Calls rise for dismissal of BNI directors

Damar Harsanto and Dadan Wijaksana, The Jakarta Post, Jakarta

Calls intensified on Friday for the board of directors of Bank
Negara Indonesia (BNI) to be held responsible for the recent loan
scam, with lawmakers being the latest to urge their dismissal.

The calls emerged during a closed-door hearing between the
state-owned bank's top executives and lawmakers from the House of
Representatives subcommission overseeing banking affairs, said
Anthony Zedra Abidin, who presided over the hearing.

"They gave disappointing answers to our questions. We feel
that they were irresponsible, tending to shift the responsibility
to the bank's Kebayoran Baru branch, where the fraud took place.

"We have asked them explicitly to resign, because the scam
exposes a disastrous weakness in BNI's internal control," Anthony
told reporters, adding that the recommendation for dismissal
would be submitted soon to the State Minister for State
Enterprises Laksamana Sukardi after first securing unanimous
approval from the subcommission.

Legislators grilled BNI's board of directors for over three
hours in regards the much-publicized Rp 1.7 trillion (US$201.18
million) lending scam.

Anthony added, "Although the (BNI) president admitted that he
felt guilty, ashamed and so on because of the scam, that's not
enough -- where does the responsibility lie?"
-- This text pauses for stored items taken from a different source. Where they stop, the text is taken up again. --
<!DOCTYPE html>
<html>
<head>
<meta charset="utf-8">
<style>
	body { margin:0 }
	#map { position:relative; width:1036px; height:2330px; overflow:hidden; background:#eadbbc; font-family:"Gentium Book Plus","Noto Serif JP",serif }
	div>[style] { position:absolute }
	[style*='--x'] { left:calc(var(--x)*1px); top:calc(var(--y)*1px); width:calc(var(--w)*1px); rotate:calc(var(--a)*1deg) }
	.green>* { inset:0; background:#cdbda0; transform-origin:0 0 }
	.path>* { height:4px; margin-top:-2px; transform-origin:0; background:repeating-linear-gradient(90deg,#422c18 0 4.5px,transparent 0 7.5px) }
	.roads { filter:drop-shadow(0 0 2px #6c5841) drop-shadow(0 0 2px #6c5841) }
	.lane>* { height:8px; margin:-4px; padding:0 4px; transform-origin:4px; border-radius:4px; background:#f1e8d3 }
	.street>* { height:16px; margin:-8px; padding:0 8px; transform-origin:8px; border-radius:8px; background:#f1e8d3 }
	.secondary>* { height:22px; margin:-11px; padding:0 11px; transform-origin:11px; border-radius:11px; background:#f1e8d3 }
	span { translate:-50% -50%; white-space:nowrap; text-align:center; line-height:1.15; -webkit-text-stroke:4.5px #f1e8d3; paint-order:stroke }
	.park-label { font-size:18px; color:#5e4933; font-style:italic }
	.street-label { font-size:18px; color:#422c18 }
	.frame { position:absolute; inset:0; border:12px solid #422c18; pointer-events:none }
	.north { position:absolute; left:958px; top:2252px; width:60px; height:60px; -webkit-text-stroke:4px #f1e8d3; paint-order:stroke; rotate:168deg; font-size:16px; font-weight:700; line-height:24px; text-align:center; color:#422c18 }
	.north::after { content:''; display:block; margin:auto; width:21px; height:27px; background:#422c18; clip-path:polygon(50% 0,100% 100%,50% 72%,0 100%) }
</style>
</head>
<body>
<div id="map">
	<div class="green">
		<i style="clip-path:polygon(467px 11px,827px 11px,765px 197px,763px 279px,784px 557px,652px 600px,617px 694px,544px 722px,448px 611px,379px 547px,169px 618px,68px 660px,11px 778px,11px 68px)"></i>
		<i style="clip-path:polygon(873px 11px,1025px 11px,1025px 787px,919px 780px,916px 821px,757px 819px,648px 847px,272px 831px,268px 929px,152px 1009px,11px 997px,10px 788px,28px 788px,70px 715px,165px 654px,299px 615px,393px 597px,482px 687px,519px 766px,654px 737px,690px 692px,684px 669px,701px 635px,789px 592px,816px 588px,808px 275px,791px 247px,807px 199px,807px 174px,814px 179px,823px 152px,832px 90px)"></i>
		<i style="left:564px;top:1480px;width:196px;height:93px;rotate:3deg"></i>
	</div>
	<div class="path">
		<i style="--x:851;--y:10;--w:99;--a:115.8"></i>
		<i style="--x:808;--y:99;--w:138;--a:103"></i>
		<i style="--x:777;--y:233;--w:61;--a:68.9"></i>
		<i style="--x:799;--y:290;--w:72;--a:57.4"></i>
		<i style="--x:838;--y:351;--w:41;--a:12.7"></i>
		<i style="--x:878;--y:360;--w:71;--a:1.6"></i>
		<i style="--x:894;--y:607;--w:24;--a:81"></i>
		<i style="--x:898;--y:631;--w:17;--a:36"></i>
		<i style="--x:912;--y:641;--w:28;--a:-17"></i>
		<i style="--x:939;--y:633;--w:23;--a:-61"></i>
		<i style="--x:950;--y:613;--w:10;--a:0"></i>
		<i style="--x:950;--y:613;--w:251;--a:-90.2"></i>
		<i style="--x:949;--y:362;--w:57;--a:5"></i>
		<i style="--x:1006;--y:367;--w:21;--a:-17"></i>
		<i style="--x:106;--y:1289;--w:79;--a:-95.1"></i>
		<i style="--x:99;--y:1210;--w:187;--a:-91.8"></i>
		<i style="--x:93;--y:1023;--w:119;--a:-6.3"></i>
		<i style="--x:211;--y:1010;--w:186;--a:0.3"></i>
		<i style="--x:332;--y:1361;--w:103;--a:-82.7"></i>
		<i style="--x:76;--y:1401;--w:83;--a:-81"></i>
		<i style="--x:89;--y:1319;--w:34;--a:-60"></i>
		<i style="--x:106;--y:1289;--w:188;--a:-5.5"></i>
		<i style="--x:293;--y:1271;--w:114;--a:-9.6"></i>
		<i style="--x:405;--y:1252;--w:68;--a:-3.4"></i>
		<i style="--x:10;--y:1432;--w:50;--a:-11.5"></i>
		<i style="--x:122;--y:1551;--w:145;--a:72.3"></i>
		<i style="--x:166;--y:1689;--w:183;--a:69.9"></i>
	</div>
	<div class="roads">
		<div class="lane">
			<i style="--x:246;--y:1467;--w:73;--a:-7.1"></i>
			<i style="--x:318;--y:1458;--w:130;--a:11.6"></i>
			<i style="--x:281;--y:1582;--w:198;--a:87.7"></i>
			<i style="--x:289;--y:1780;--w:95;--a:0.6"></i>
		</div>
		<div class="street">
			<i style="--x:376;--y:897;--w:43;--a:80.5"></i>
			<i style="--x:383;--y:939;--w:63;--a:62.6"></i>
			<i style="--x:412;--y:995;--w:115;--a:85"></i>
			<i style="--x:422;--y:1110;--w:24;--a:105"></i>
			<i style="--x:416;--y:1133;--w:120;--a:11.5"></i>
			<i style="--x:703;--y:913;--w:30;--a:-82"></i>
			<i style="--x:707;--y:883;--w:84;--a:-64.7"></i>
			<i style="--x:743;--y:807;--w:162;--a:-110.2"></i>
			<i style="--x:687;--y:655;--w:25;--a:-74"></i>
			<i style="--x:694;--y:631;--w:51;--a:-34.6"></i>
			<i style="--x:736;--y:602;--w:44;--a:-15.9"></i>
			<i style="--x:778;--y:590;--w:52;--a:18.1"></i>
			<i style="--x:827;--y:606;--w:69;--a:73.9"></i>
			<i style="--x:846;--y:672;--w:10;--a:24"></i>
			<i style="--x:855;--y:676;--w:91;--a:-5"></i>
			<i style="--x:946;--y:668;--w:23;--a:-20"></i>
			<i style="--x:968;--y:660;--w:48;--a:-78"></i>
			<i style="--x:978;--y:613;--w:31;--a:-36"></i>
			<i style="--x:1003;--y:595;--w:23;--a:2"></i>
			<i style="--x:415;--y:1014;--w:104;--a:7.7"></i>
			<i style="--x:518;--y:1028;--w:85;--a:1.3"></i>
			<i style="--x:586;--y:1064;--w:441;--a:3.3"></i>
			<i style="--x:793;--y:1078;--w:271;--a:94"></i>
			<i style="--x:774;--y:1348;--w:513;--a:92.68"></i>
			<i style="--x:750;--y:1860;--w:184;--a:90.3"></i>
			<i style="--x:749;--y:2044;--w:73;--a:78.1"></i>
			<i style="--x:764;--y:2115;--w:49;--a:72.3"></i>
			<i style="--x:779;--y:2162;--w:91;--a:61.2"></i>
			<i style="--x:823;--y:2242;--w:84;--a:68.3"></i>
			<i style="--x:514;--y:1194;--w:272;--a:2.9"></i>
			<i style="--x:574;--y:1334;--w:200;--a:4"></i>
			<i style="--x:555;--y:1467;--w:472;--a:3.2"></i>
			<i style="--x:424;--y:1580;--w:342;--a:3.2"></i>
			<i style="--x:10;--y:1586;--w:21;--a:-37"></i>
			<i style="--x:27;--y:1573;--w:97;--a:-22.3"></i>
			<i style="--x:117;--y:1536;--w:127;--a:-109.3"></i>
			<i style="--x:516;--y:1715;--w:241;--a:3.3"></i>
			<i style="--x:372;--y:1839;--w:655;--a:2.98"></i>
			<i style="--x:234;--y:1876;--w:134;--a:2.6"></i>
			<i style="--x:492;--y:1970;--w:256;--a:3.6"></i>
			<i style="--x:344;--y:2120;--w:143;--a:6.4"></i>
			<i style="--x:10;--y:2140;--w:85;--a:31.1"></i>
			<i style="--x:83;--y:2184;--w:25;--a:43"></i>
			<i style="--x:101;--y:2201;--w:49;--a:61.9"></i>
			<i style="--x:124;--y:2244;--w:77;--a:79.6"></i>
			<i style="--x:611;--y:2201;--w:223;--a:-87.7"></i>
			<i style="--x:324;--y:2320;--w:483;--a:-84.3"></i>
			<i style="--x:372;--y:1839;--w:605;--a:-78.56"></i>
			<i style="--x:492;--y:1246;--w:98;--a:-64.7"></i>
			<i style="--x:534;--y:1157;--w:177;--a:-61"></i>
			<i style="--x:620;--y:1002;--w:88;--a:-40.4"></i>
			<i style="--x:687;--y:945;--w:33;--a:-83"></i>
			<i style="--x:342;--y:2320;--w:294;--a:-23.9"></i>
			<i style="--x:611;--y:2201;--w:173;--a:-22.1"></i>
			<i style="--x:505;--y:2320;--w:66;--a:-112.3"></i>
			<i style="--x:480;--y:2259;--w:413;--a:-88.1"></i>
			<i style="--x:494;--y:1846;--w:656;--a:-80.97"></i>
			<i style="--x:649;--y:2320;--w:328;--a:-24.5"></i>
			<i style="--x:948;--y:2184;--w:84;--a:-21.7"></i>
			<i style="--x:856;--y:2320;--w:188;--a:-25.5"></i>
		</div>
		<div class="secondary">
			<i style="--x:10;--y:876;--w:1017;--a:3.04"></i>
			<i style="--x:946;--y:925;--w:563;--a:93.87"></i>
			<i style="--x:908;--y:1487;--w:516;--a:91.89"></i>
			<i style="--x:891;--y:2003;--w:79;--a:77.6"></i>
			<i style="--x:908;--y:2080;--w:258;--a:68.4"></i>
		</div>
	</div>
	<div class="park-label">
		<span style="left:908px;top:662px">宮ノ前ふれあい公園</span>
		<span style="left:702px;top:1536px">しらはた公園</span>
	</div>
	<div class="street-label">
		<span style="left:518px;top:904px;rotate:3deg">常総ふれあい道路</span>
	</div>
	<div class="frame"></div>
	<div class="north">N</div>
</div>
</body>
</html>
The scandal concerns the publicly listed bank's failure to
conduct a proper credit appraisal before allowing its Kebayoran
Baru branch to disburse export credits to a number of local
companies. The companies claimed to be exporting select
commodities to the Congo and Kenya in Africa.

The companies, identified by BNI as the Petindo Group and the
Gramarindo Group, used as collateral letters of credit guaranteed
by banks in Kenya, Switzerland and the Cook Islands.

The credits were valued at Rp 1.7 trillion and disbursed from
December 2002 to July 2003. However, it was later discovered that
the export activities had never materialized.

BNI president Saifuddien Hasan said on Thursday that the
debtors had tampered with the documents and had colluded with
certain BNI officials to obtain the loans.

Analysts have said that the bank should have smelled something
awry before the disbursements, as the foreign banks in the
letters of credit were not BNI correspondent banks. They also
demanded that the bank's top officials, instead of personnel in
the Kebayoran Baru branch, be held responsible, as such a large
amount of credits could never have been disbursed without
approval from the bank's headquarters.

Earlier reports said an extraordinary shareholders meeting is
scheduled for December, when one of the items on the agenda might
be the sacking of several BNI directors.

In the latest developments, police said on Friday they had
detained Jeffrey Basso, director of Gramarindo subsidiary PT Sri
Ranu Caraka Pasifik. Three people have now been arrested in
connection with the case.

Earlier this month, police detained Edy Santoso, head of the
foreign customer service division of BNI Kebayoran Baru in South
Jakarta, and Koesadiyono, head of BNI Kebayoran Baru.

"There are still eight other suspects on the loose," said
Brig. Gen. Samuel Ismoko, National Police detectives chief of
financial crimes, hinting that some of them had fled abroad.

The Police have named Maria Pauline Lumowa and Adrian
Waworuntu, owners of Gramarindo, as suspects, while the others
were identified only by their initials: AW of PT PK, TP of PT
BRP, APL of PT MUEI, JB of PT BM, RK of PT MT and AP of PT FM.